I decided on Mount Rainier in Washington. It's not the highest, but it's very technical and a lot of serious climbers have trained on it. I knew I'd have to carry my own gear for the two-day summit and learn how to climb on ice. I figured it would be a true test of whether I was built for mountain climbing or not.
How did you train?
I started training two months before I went up on Memorial Day weekend in 2008. During the week, I would run and swim to build up my lung capacity. On the weekends I'd go up and down Stone Mountain three to five times. I'd done that for Kilimanjaro, but for Rainier I climbed with a backpack full of books and water. Sometimes I hiked up Kennesaw Mountain, over to Little Kennesaw Mountain and on to Pigeon Hill and back. For later climbs, I wore a 40-pound weight vest and pulled a tire on a rope behind me.
Was Rainier a true test?
Yes, but I misjudged that mountain and it turned out to be my biggest challenge, for various reasons. A close friend had died three weeks before the climb, so I had to stop training for two weeks. I wasn't in the best shape.

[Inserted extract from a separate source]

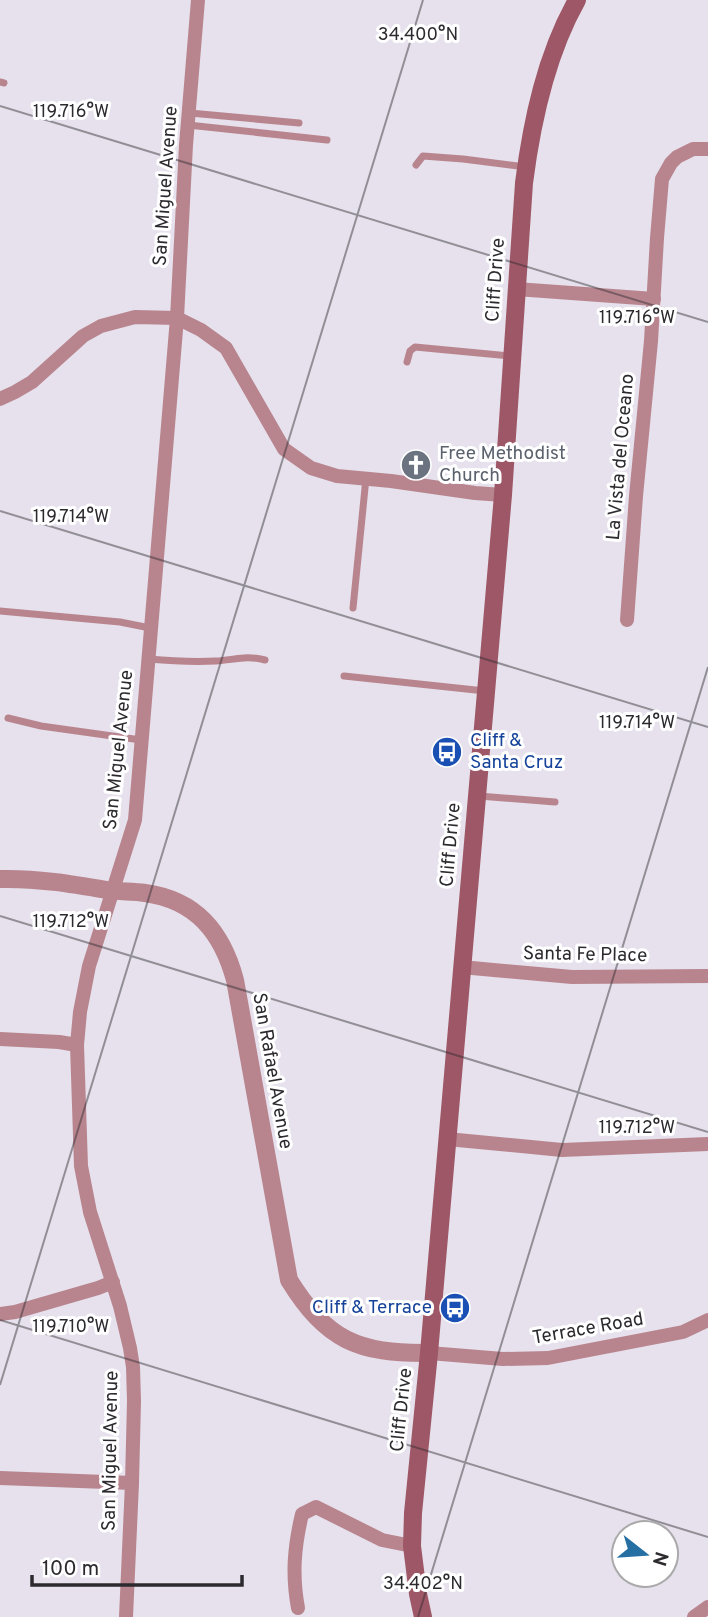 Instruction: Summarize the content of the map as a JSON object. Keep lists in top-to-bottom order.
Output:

I had to learn to climb on ice, so I took a one-day climbing school between the first and second day of the climb. It's a tricky mountain with a lot of crevasses.
On summit day, you start about 2 a.m. and aim toward reaching the top by 10 a.m. It's safer climbing at night, since ice is more dangerous once the sun comes out. It was also early in the season, so we had to break trail all the way up and that takes extra effort. You'd like to stay at the top awhile and savor your accomplishment, but you don't usually stay but about 10 minutes, because you need to get off the mountain as quickly as possible. It's just as tricky going down.

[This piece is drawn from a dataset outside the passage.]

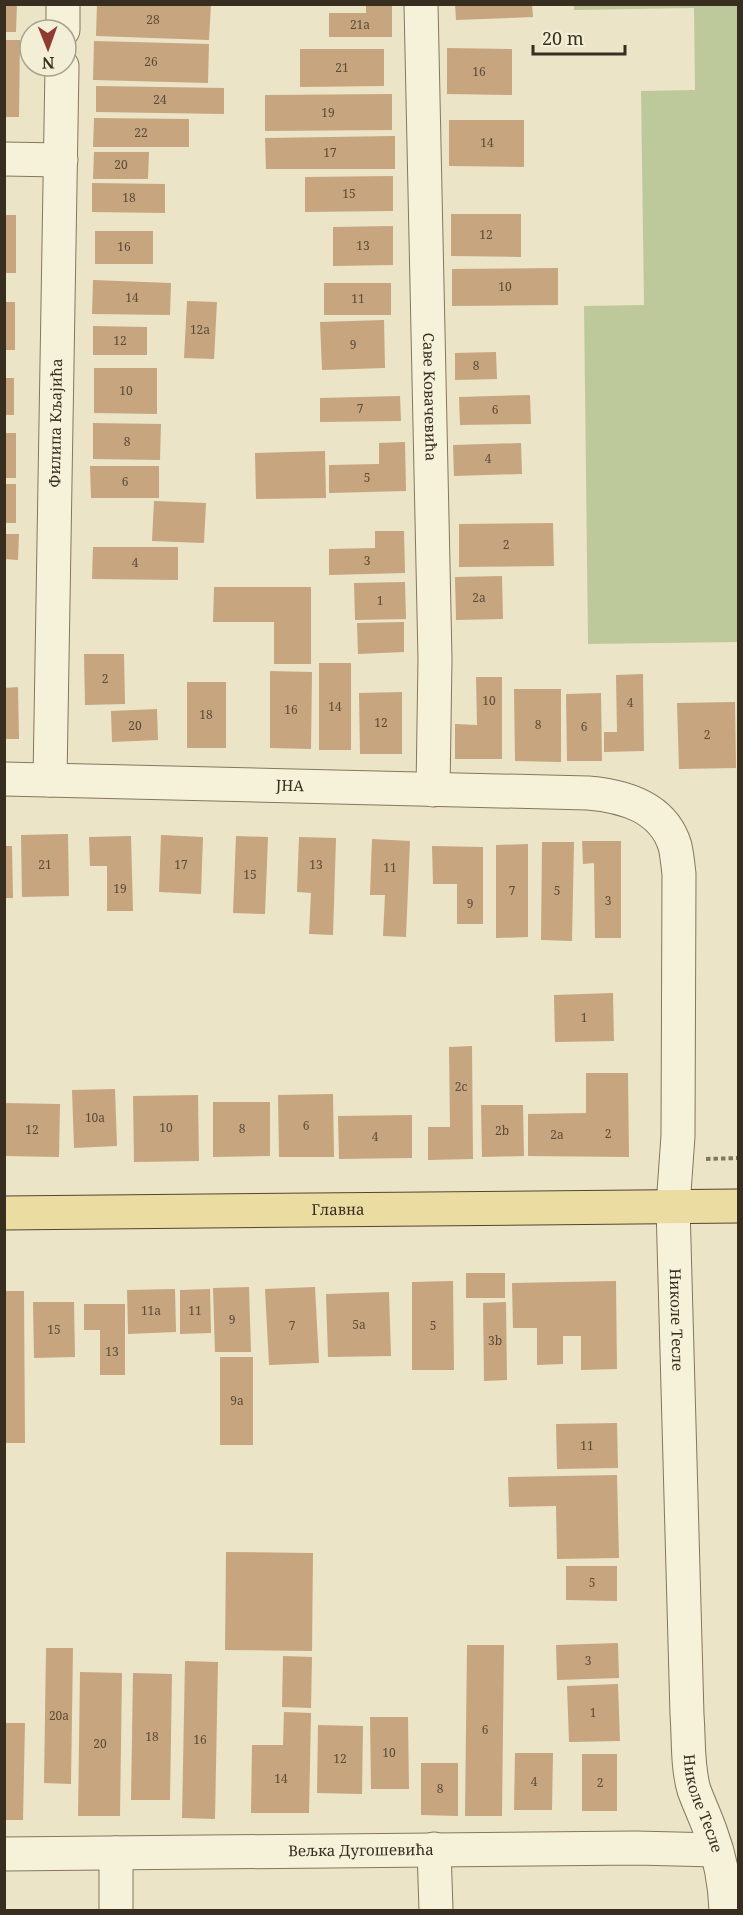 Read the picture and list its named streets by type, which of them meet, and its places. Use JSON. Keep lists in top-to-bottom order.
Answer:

Even with the challenges, you wanted to try other peaks?
Once you've had that experience, it's hard not to want to do it again and again. I love the solitude, physical stamina and mental challenge of climbing, and I see scenery that few people see. I wouldn't trade that for anything. And every climb is different, because every mountain is different.
At the top of Kilimanjaro, you see a volcano and blanket of clouds. On Mount Elbrus you look over the snowy caps of the Caucasus Mountains as far as the eye can see. From Mount Whitney, you're looking down into the Yosemite Valley. You can see the amazing Swiss peaks of the Alps from Gran Paradiso. I've stayed in tents, wooded huts and an Italian chalet. I've had porters and roughed iteach experience was different.
It sounds like a costly sport?
Air flights can cost you $1,000 to $1,500 and you pay for a good guide company, because they know the mountain and you don't. The guide company for Kilimanjaro was around $4,000. You do your research and choose a guide based on experience and safety rate, not price.
I add to my equipment with each climb. I've bought an ice axe, crampons, backpack, sleeping bag, climbing helmet, boots, a head lamp, other gear and lots of specialized clothing. I rent tents, an avalanche transceiver, [a signal transmitter for emergencies] and the plastic boots needed for glaciers.